To summarize, the main novel contributions of this paper are the following

  1. 1.

    We investigated the numerical scaling of MA-QAOA for \(p > 1\) and found that the advantage of MA-QAOA over QAOA is preserved even when multiple layers are considered, which allows it to converge to the desired accuracy in a much smaller number of layers, compared to QAOA. In addition to that, MA-QAOA was found to be less susceptible to performance decay associated with the problem size.

  2. 2.

    We found a new initialization strategy for MA-QAOA that allows to consistently outperform random initialization used in the previous studies. Additionally, this strategy guarantees that the performance of MA-QAOA will be no worse than that of QAOA.

  3. 3.

    We analyzed the prospects of MA-QAOA on a hypothetical fault-tolerant computer, where the depth of the circuit is no longer the primary concern, and found that in this scenario MA-QAOA no longer has an advantage over QAOA.

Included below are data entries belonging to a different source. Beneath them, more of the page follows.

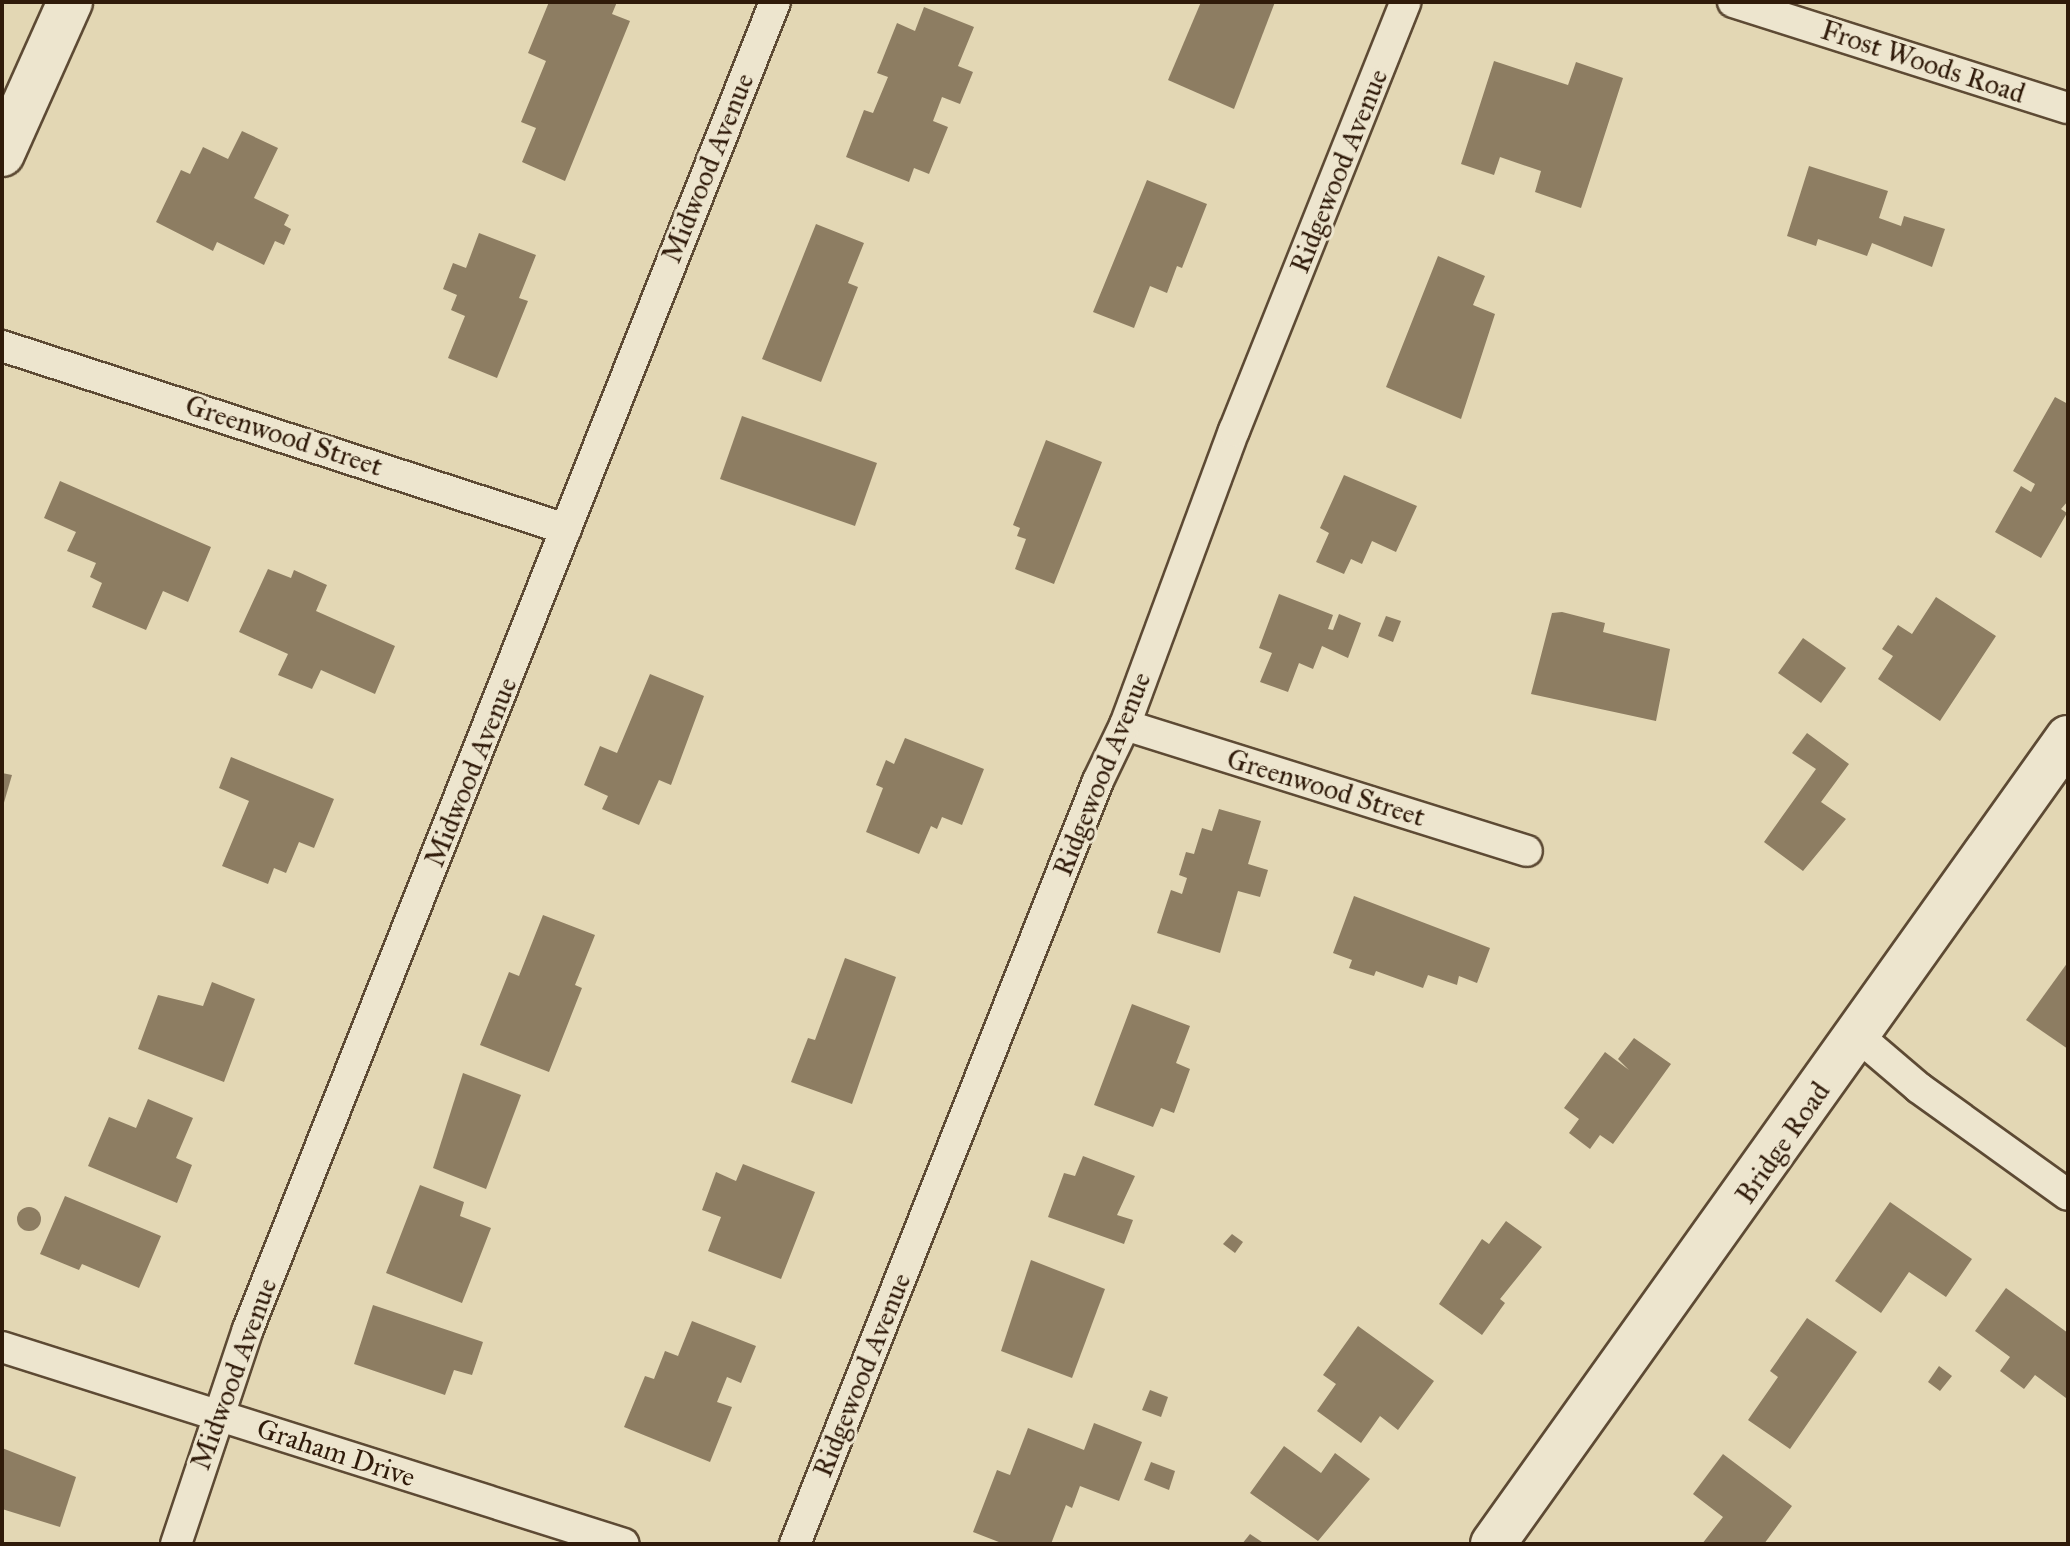 <!DOCTYPE html>
<html>
<head>
<meta charset="utf-8">
<style>
	body { margin:0 }
	#map { position:relative; width:2070px; height:1546px; overflow:hidden; background:#e3d7b4; font-family:"IM FELL Great Primer",serif }
	div>[style] { position:absolute }
	.building>* { inset:0; background:#8d7d62 }
	.round { border-radius:50% }
	.roads { filter:drop-shadow(2px 0 #5d4a34) drop-shadow(-2px 0 #5d4a34) drop-shadow(0 2px #5d4a34) drop-shadow(0 -2px #5d4a34) }
	.street>* { height:30px; margin:-15px; padding:0 15px; transform-origin:15px; border-radius:15px; background:#ede5ce }
	.secondary>* { height:44px; margin:-22px; padding:0 22px; transform-origin:22px; border-radius:22px; background:#ede5ce }
	span { translate:-50% -50%; white-space:nowrap; text-align:center; line-height:1.15; -webkit-text-stroke:6px #ede5ce; paint-order:stroke }
	.street-label { font-size:28px; color:#301b0a }
	.frame { position:absolute; inset:0; border:4px solid #301b0a; pointer-events:none }
</style>
</head>
<body>
<div id="map">
	<div class="building">
		<div style="clip-path:polygon(549px 2px,617px 2px,612px 14px,630px 21px,565px 181px,522px 162px,536px 128px,521px 122px,546px 61px,528px 53px)"></div>
		<div style="clip-path:polygon(1201px 2px,1275px 2px,1234px 109px,1168px 80px)"></div>
		<div style="clip-path:polygon(924px 7px,974px 27px,958px 66px,973px 72px,960px 104px,942px 97px,933px 121px,948px 127px,929px 174px,914px 168px,909px 182px,846px 157px,864px 110px,873px 113px,888px 77px,877px 73px,897px 23px,915px 31px)"></div>
		<div style="clip-path:polygon(1494px 61px,1568px 85px,1576px 62px,1623px 78px,1581px 208px,1535px 192px,1541px 171px,1500px 157px,1494px 175px,1461px 164px)"></div>
		<div style="clip-path:polygon(242px 131px,278px 148px,254px 198px,289px 215px,284px 225px,291px 229px,284px 245px,275px 241px,264px 265px,217px 242px,213px 251px,156px 222px,181px 170px,190px 174px,203px 147px,228px 159px)"></div>
		<div style="clip-path:polygon(1809px 166px,1888px 191px,1879px 218px,1901px 226px,1904px 216px,1945px 229px,1932px 267px,1872px 243px,1867px 256px,1818px 239px,1816px 246px,1787px 236px)"></div>
		<div style="clip-path:polygon(1147px 180px,1207px 204px,1182px 268px,1177px 266px,1167px 293px,1150px 286px,1134px 328px,1093px 312px)"></div>
		<div style="clip-path:polygon(816px 224px,864px 243px,848px 283px,858px 287px,821px 382px,762px 359px)"></div>
		<div style="clip-path:polygon(479px 233px,536px 255px,519px 298px,528px 301px,497px 378px,448px 358px,465px 316px,451px 310px,457px 295px,443px 289px,453px 263px,466px 268px)"></div>
		<div style="clip-path:polygon(1438px 256px,1485px 276px,1473px 305px,1495px 314px,1461px 419px,1386px 387px)"></div>
		<div style="clip-path:polygon(2055px 397px,2068px 404px,2068px 501px,2061px 509px,2067px 513px,2041px 558px,1995px 532px,2021px 486px,2031px 492px,2035px 484px,2013px 471px)"></div>
		<div style="clip-path:polygon(742px 416px,877px 463px,855px 526px,720px 479px)"></div>
		<div style="clip-path:polygon(1046px 440px,1102px 462px,1054px 584px,1015px 569px,1026px 539px,1017px 536px,1020px 528px,1013px 525px)"></div>
		<div style="clip-path:polygon(1344px 475px,1417px 506px,1396px 552px,1372px 541px,1362px 564px,1351px 559px,1344px 574px,1316px 562px,1329px 533px,1320px 528px)"></div>
		<div style="clip-path:polygon(60px 481px,211px 547px,188px 602px,163px 591px,146px 630px,92px 607px,102px 583px,90px 577px,96px 563px,67px 551px,76px 532px,44px 518px)"></div>
		<div style="clip-path:polygon(268px 569px,291px 578px,294px 570px,327px 585px,316px 611px,395px 646px,375px 694px,321px 670px,312px 689px,278px 675px,288px 654px,239px 632px)"></div>
		<div style="clip-path:polygon(1279px 594px,1333px 615px,1328px 629px,1333px 630px,1339px 614px,1361px 623px,1348px 658px,1322px 646px,1313px 669px,1299px 663px,1288px 692px,1260px 682px,1272px 653px,1259px 648px)"></div>
		<div style="clip-path:polygon(1936px 597px,1996px 636px,1940px 721px,1878px 679px,1893px 656px,1882px 649px,1898px 625px,1912px 634px)"></div>
		<div style="clip-path:polygon(1562px 612px,1605px 623px,1603px 632px,1670px 649px,1656px 721px,1531px 694px,1552px 613px)"></div>
		<div style="clip-path:polygon(1386px 616px,1401px 621px,1393px 642px,1378px 636px)"></div>
		<div style="clip-path:polygon(1803px 638px,1846px 668px,1821px 703px,1778px 673px)"></div>
		<div style="clip-path:polygon(650px 674px,704px 696px,671px 785px,659px 780px,639px 825px,602px 809px,608px 796px,584px 785px,600px 746px,617px 753px)"></div>
		<div style="clip-path:polygon(1807px 733px,1849px 764px,1821px 802px,1846px 819px,1803px 871px,1764px 842px,1816px 769px,1792px 753px)"></div>
		<div style="clip-path:polygon(905px 738px,984px 769px,962px 825px,942px 817px,937px 829px,931px 826px,919px 854px,866px 832px,883px 788px,876px 785px,886px 760px,894px 764px)"></div>
		<div style="clip-path:polygon(231px 757px,334px 799px,314px 848px,299px 842px,286px 873px,274px 868px,268px 884px,222px 866px,249px 801px,219px 788px)"></div>
		<div style="clip-path:polygon(2px 773px,12px 775px,3px 806px,2px 806px)"></div>
		<div style="clip-path:polygon(1219px 809px,1261px 821px,1248px 864px,1268px 870px,1260px 897px,1238px 891px,1220px 953px,1157px 933px,1171px 890px,1182px 894px,1187px 878px,1179px 875px,1186px 852px,1194px 854px,1202px 828px,1212px 831px)"></div>
		<div style="clip-path:polygon(1354px 896px,1490px 948px,1477px 983px,1459px 976px,1457px 985px,1428px 975px,1423px 988px,1376px 971px,1374px 976px,1349px 968px,1352px 960px,1333px 953px)"></div>
		<div style="clip-path:polygon(543px 915px,595px 935px,575px 985px,582px 988px,549px 1072px,480px 1045px,509px 972px,519px 976px)"></div>
		<div style="clip-path:polygon(845px 958px,896px 977px,852px 1104px,791px 1082px,808px 1038px,815px 1040px)"></div>
		<div style="clip-path:polygon(2068px 962px,2068px 1049px,2026px 1020px)"></div>
		<div style="clip-path:polygon(212px 982px,255px 999px,224px 1082px,138px 1049px,158px 995px,203px 1006px)"></div>
		<div style="clip-path:polygon(1132px 1004px,1190px 1026px,1176px 1063px,1190px 1069px,1174px 1113px,1161px 1108px,1153px 1127px,1094px 1105px)"></div>
		<div style="clip-path:polygon(1634px 1038px,1671px 1064px,1613px 1144px,1600px 1135px,1590px 1149px,1569px 1133px,1579px 1119px,1564px 1108px,1605px 1052px,1629px 1070px,1618px 1059px)"></div>
		<div style="clip-path:polygon(463px 1073px,521px 1095px,486px 1189px,433px 1168px)"></div>
		<div style="clip-path:polygon(148px 1099px,193px 1118px,176px 1158px,192px 1165px,177px 1203px,88px 1166px,109px 1117px,136px 1128px)"></div>
		<div style="clip-path:polygon(1083px 1156px,1135px 1176px,1117px 1215px,1133px 1220px,1124px 1244px,1048px 1217px,1064px 1173px,1075px 1176px)"></div>
		<div style="clip-path:polygon(743px 1164px,815px 1192px,781px 1279px,708px 1251px,721px 1217px,702px 1210px,716px 1172px,736px 1181px)"></div>
		<div style="clip-path:polygon(420px 1185px,464px 1202px,460px 1216px,491px 1228px,462px 1303px,386px 1273px)"></div>
		<div style="clip-path:polygon(65px 1196px,161px 1236px,139px 1288px,82px 1264px,79px 1270px,40px 1254px)"></div>
		<div style="clip-path:polygon(1890px 1202px,1972px 1259px,1946px 1297px,1909px 1272px,1881px 1313px,1835px 1281px)"></div>
		<div class="round" style="left:17px;top:1207px;width:24px;height:24px"></div>
		<div style="clip-path:polygon(1506px 1221px,1542px 1247px,1500px 1299px,1505px 1303px,1482px 1335px,1439px 1304px,1482px 1239px,1489px 1244px)"></div>
		<div style="clip-path:polygon(1232px 1234px,1243px 1242px,1235px 1253px,1223px 1244px)"></div>
		<div style="clip-path:polygon(1031px 1260px,1105px 1289px,1072px 1378px,1001px 1351px)"></div>
		<div style="clip-path:polygon(2006px 1288px,2068px 1333px,2066px 1398px,2035px 1375px,2024px 1389px,2000px 1371px,2010px 1357px,1975px 1331px)"></div>
		<div style="clip-path:polygon(373px 1305px,483px 1342px,472px 1375px,454px 1370px,445px 1395px,354px 1364px)"></div>
		<div style="clip-path:polygon(1807px 1318px,1857px 1352px,1790px 1449px,1748px 1420px,1778px 1377px,1770px 1371px)"></div>
		<div style="clip-path:polygon(692px 1321px,756px 1346px,741px 1383px,727px 1377px,717px 1402px,732px 1407px,710px 1462px,624px 1427px,645px 1376px,654px 1379px,665px 1351px,678px 1356px)"></div>
		<div style="clip-path:polygon(1358px 1326px,1434px 1381px,1398px 1430px,1380px 1416px,1361px 1443px,1317px 1411px,1336px 1384px,1323px 1375px)"></div>
		<div style="clip-path:polygon(1939px 1366px,1952px 1376px,1940px 1391px,1928px 1382px)"></div>
		<div style="clip-path:polygon(1150px 1390px,1168px 1397px,1161px 1417px,1142px 1410px)"></div>
		<div style="clip-path:polygon(1094px 1423px,1142px 1442px,1119px 1501px,1080px 1486px,1072px 1508px,1066px 1505px,1051px 1544px,1004px 1544px,973px 1532px,997px 1470px,1010px 1475px,1028px 1428px,1084px 1450px)"></div>
		<div style="clip-path:polygon(1284px 1446px,1321px 1473px,1335px 1453px,1370px 1479px,1318px 1541px,1250px 1493px)"></div>
		<div style="clip-path:polygon(2px 1448px,76px 1477px,60px 1527px,2px 1509px)"></div>
		<div style="clip-path:polygon(1723px 1454px,1792px 1506px,1764px 1544px,1702px 1544px,1723px 1517px,1693px 1494px)"></div>
		<div style="clip-path:polygon(1151px 1462px,1175px 1471px,1169px 1490px,1144px 1480px)"></div>
		<div style="clip-path:polygon(1250px 1534px,1265px 1544px,1242px 1544px)"></div>
	</div>
	<div class="roads">
		<div class="street">
			<div style="left:1733px;top:2px;width:351px;rotate:17.6deg"></div>
			<div style="left:2px;top:346px;width:593px;rotate:17.98deg"></div>
			<div style="left:1125px;top:725px;width:421px;rotate:17.4deg"></div>
			<div style="left:1858px;top:1036px;width:80px;rotate:40.4deg"></div>
			<div style="left:1919px;top:1088px;width:183px;rotate:35.7deg"></div>
			<div style="left:2px;top:1347px;width:652px;rotate:17.57deg"></div>
			<div style="left:176px;top:1544px;width:227px;rotate:-71.5deg"></div>
			<div style="left:248px;top:1329px;width:1428px;rotate:-68.34deg"></div>
			<div style="left:795px;top:1544px;width:821px;rotate:-68.34deg"></div>
			<div style="left:1098px;top:781px;width:62px;rotate:-64.3deg"></div>
			<div style="left:1125px;top:725px;width:314px;rotate:-69.7deg"></div>
			<div style="left:1234px;top:431px;width:462px;rotate:-68.2deg"></div>
		</div>
		<div class="secondary">
			<div style="left:2px;top:154px;width:167px;rotate:-65.9deg"></div>
			<div style="left:1493px;top:1544px;width:990px;rotate:-54.5deg"></div>
		</div>
	</div>
	<div class="street-label">
		<span style="left:1923px;top:62px;rotate:18deg">Frost Woods Road</span>
		<span style="left:708px;top:168px;rotate:-68deg">Midwood Avenue</span>
		<span style="left:1339px;top:171px;rotate:-68deg">Ridgewood Avenue</span>
		<span style="left:284px;top:436px;rotate:18deg">Greenwood Street</span>
		<span style="left:471px;top:772px;rotate:-68deg">Midwood Avenue</span>
		<span style="left:1102px;top:774px;rotate:-68deg">Ridgewood Avenue</span>
		<span style="left:1326px;top:788px;rotate:17deg">Greenwood Street</span>
		<span style="left:1783px;top:1143px;rotate:-55deg">Bridge Road</span>
		<span style="left:234px;top:1374px;rotate:-70deg">Midwood Avenue</span>
		<span style="left:862px;top:1375px;rotate:-68deg">Ridgewood Avenue</span>
		<span style="left:336px;top:1453px;rotate:18deg">Graham Drive</span>
	</div>
	<div class="frame"></div>
</div>
</body>
</html>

Additionally, we compared the performance of multiple parameter setting strategies for QAOA (Constant, TQA, Interp, Fourier, Greedy, Random) and MA-QAOA (Constant, Interp, QAOA Relax, Random QAOA, Random). Most of these initialization strategies have already been reported in the literature, but not all of them have been directly compared against each other on the same data sets. We consider this a minor, but interesting contribution.

These contributions are important because they establish the advantage of MA-QAOA over QAOA in a practically relevant setting of \(p > 1\) and demonstrate that good angles can be found efficiently.

One limitation of the present study is that we considered random graphs only. It is possible that different classes of graphs might display different characteristics, therefore affecting the performance of MA-QAOA. Exploring this possibility could be a subject of future research.

As noted in this work, some QAOA angle initialization strategies do not work well for MA-QAOA. It is reasonable to assume that there may be MA-QAOA parameter initialization strategies that are not well-defined for QAOA due to the drastic difference in the number of parameters the algorithms require. As such, another direction for future work might include developing new angle initialization techniques for MA-QAOA that may not necessarily make sense for QAOA.

Another research direction could be to reduce the optimization cost of MA-QAOA by selecting only most relevant degrees of freedom.